Copper price slides despite Chinese imports at record pace
The price of copper declined for a fifth day in a row on Thursday despite trade data showing Chinese imports of the orange metal growing at a record-setting pace.
Copper for delivery in March hit a low of $2.7535 per pound ($6,070 a tonne) in early trading on the Comex market in New York, down more than 3% in a week.
China consumes half the world’s copper, and trade data released on Thursday showed the country’s copper imports were up sharply in January.
Shipments of unwrought copper came in at 479,000 tonnes last month, up 14% from December and nearly 9% from a year ago. At the current pace annual imports of refined copper are on course to top 2018’s record 5.3m tonnes.

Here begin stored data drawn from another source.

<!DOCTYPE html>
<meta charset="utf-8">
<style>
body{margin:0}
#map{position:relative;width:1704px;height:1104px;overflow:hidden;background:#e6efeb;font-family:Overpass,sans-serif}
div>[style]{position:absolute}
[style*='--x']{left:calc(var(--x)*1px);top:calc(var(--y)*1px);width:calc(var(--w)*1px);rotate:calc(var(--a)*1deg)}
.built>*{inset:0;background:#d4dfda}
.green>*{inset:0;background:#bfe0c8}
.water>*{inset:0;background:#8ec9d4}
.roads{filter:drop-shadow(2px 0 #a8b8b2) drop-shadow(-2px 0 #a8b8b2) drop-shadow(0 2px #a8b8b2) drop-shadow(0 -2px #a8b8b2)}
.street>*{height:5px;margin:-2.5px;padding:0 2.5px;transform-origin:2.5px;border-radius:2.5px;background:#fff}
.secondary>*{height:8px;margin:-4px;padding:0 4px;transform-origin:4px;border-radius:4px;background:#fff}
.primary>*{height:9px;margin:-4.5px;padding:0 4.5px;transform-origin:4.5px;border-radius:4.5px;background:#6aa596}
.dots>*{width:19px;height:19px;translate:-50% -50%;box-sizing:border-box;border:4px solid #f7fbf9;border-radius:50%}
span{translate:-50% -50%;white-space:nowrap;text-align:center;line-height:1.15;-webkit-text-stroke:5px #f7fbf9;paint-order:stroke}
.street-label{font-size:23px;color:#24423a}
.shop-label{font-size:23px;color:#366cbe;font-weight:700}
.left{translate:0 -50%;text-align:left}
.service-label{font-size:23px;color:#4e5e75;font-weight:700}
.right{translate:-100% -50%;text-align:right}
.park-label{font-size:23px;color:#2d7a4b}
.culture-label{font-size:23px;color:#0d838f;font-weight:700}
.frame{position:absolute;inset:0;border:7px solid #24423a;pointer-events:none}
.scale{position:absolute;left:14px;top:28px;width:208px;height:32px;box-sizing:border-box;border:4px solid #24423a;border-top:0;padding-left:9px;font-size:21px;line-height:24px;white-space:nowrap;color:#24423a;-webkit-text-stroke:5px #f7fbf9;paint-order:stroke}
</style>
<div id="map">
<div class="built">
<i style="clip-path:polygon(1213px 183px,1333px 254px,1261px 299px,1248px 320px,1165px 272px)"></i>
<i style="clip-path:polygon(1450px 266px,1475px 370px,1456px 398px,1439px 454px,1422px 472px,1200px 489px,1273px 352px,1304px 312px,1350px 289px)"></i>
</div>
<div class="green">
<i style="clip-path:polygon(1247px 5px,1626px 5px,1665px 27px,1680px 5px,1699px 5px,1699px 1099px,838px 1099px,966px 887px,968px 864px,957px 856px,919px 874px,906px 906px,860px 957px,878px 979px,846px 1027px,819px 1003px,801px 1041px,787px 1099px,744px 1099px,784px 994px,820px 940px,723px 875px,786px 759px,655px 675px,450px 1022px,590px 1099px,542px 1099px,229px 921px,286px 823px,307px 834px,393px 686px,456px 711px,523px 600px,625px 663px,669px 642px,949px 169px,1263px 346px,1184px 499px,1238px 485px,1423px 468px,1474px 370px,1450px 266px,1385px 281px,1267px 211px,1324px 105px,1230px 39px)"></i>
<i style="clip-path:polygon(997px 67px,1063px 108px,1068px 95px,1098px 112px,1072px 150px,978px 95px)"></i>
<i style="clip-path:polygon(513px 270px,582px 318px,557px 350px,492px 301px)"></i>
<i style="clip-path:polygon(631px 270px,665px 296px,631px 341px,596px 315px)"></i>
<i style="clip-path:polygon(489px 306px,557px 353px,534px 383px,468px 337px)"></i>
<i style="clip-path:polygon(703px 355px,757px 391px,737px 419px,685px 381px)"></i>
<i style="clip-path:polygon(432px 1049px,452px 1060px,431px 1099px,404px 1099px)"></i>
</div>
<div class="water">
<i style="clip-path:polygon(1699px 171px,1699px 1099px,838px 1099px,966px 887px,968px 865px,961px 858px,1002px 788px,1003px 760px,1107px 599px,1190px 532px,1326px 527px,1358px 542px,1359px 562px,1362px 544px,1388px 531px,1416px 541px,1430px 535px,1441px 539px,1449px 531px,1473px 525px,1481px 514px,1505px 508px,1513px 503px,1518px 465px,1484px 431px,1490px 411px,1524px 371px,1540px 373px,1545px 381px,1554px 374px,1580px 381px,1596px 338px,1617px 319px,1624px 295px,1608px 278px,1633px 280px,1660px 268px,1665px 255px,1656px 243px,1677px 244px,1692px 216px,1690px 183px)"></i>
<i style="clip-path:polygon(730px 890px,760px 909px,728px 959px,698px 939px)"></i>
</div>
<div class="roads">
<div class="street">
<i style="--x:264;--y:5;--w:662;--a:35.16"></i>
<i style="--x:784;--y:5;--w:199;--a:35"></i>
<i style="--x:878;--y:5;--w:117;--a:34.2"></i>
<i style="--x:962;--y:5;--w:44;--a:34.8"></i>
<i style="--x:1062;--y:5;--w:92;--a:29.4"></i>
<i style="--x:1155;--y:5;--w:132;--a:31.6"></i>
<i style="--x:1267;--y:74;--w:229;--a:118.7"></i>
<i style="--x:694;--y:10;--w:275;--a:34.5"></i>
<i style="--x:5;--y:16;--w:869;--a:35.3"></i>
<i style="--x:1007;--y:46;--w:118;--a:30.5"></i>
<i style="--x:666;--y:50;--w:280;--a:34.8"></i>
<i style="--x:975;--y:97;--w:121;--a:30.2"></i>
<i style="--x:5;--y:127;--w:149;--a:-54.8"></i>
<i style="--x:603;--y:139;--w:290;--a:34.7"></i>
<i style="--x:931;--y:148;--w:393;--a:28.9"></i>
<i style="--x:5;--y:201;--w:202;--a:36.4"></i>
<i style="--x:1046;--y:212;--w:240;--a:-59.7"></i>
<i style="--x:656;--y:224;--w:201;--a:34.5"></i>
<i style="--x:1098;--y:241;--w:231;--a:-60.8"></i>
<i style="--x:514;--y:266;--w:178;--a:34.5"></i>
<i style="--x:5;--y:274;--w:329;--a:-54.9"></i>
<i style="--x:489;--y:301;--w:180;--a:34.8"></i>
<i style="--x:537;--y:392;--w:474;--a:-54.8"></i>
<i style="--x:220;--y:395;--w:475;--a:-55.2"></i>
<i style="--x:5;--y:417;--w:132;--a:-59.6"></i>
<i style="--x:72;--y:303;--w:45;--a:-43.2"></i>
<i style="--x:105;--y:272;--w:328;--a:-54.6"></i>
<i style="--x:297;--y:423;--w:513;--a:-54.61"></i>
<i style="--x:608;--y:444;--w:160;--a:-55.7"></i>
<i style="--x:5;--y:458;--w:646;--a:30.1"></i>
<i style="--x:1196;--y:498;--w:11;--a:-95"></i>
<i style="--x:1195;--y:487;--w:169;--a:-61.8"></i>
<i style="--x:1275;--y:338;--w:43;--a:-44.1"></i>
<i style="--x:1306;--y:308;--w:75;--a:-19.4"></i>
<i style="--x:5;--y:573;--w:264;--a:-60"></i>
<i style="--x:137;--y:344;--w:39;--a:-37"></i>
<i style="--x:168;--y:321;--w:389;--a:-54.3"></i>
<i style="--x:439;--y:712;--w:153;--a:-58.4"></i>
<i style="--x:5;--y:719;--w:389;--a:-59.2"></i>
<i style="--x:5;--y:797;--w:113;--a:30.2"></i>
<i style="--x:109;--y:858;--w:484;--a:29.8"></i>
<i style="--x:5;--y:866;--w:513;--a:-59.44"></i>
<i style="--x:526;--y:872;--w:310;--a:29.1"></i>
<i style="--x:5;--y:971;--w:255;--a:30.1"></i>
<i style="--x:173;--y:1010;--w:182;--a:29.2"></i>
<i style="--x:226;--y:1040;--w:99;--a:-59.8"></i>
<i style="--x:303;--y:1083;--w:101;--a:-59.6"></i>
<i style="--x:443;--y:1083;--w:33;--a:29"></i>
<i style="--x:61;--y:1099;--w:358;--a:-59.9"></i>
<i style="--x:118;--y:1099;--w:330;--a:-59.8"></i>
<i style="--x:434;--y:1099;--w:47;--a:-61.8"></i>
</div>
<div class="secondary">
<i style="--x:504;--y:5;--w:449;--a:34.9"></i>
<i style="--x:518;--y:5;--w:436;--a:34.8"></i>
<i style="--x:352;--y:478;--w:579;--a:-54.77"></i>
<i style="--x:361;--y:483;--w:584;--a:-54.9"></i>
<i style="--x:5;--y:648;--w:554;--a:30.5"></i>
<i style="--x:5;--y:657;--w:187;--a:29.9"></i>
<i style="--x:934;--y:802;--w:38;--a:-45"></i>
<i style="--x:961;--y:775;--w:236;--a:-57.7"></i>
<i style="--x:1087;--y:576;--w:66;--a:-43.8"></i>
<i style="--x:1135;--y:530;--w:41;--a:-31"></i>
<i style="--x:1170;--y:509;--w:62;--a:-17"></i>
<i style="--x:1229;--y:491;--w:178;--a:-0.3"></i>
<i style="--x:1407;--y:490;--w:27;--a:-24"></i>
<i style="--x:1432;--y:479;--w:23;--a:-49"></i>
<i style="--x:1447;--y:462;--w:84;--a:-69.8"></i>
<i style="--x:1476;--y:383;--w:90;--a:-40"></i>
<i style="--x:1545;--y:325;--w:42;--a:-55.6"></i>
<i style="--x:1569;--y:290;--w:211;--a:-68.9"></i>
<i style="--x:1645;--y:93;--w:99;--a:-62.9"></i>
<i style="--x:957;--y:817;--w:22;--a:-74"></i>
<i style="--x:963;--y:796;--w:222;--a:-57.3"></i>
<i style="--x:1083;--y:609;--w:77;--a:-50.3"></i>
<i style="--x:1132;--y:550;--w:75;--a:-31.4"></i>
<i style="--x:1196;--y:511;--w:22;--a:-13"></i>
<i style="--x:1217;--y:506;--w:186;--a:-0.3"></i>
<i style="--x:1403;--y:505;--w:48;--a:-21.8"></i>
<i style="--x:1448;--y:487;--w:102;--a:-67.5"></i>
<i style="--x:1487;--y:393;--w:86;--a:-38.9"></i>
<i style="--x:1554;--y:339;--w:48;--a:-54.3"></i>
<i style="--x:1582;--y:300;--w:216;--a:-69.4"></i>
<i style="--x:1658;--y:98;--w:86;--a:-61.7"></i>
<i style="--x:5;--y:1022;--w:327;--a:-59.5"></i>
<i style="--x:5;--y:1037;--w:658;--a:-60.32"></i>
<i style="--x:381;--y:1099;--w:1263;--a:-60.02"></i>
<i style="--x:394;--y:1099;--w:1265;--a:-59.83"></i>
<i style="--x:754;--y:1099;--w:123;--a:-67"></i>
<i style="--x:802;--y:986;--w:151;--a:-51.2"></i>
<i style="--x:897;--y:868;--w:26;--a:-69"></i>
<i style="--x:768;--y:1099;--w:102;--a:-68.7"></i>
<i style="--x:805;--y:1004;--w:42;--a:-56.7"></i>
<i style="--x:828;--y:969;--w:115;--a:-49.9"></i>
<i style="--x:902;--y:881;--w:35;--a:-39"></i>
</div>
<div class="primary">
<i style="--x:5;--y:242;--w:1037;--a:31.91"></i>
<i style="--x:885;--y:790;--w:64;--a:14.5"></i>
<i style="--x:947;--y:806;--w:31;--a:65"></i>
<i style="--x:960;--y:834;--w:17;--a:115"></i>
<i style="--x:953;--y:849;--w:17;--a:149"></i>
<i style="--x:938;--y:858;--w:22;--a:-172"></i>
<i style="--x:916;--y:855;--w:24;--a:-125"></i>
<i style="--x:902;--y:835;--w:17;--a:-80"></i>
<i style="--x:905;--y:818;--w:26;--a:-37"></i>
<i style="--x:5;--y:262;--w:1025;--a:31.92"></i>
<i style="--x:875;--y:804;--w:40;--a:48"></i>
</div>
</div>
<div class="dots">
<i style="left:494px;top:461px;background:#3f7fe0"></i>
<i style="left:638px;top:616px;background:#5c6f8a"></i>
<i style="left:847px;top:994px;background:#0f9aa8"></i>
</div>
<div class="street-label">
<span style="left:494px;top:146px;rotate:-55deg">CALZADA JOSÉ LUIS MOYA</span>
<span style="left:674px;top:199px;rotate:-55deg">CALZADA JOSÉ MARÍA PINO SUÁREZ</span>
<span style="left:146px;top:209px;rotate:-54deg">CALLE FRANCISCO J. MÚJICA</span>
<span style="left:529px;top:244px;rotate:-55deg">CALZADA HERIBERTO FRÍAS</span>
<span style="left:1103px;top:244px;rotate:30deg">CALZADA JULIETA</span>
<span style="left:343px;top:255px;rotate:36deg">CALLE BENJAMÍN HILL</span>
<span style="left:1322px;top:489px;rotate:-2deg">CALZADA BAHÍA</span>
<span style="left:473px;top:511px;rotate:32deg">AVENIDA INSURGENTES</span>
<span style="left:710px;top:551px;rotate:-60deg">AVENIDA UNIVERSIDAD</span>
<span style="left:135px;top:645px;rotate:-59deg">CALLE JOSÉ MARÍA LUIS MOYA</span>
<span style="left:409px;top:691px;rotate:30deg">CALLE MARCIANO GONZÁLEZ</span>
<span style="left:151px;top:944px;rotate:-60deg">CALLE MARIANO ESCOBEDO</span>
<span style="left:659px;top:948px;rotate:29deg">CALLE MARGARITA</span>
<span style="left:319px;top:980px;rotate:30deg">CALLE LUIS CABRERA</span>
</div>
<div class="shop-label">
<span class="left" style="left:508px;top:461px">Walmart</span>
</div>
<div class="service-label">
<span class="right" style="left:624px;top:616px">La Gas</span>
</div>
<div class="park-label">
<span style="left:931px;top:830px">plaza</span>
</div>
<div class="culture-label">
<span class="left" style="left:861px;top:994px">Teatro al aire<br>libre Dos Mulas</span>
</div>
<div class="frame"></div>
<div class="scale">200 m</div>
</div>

Imports of copper concentrate surged 17% from a year ago to 1.9m tonnes last month. January cargoes were the second-highest monthly total on record and on an annualized basis concentrate imports could exceed 22m tonnes in 2019, beating the record set last year of 19.7m tonnes.
China put in place a complete ban on certain types of scrap copper imports at the start of 2019 on top of a 25% tariff on imports from the United States, one of its main suppliers, instituted in August.
Copper has declined by 17% from its June 2018 high over worries of a slowdown in China and the impact of a trade war with the US, but the longer term prospects for the metal remain rosy.
A panel of analysts polled by FocusEconomics sees copper averaging $6,500 a tonne in the final quarter of 2019, before rising to $6,824 a year later.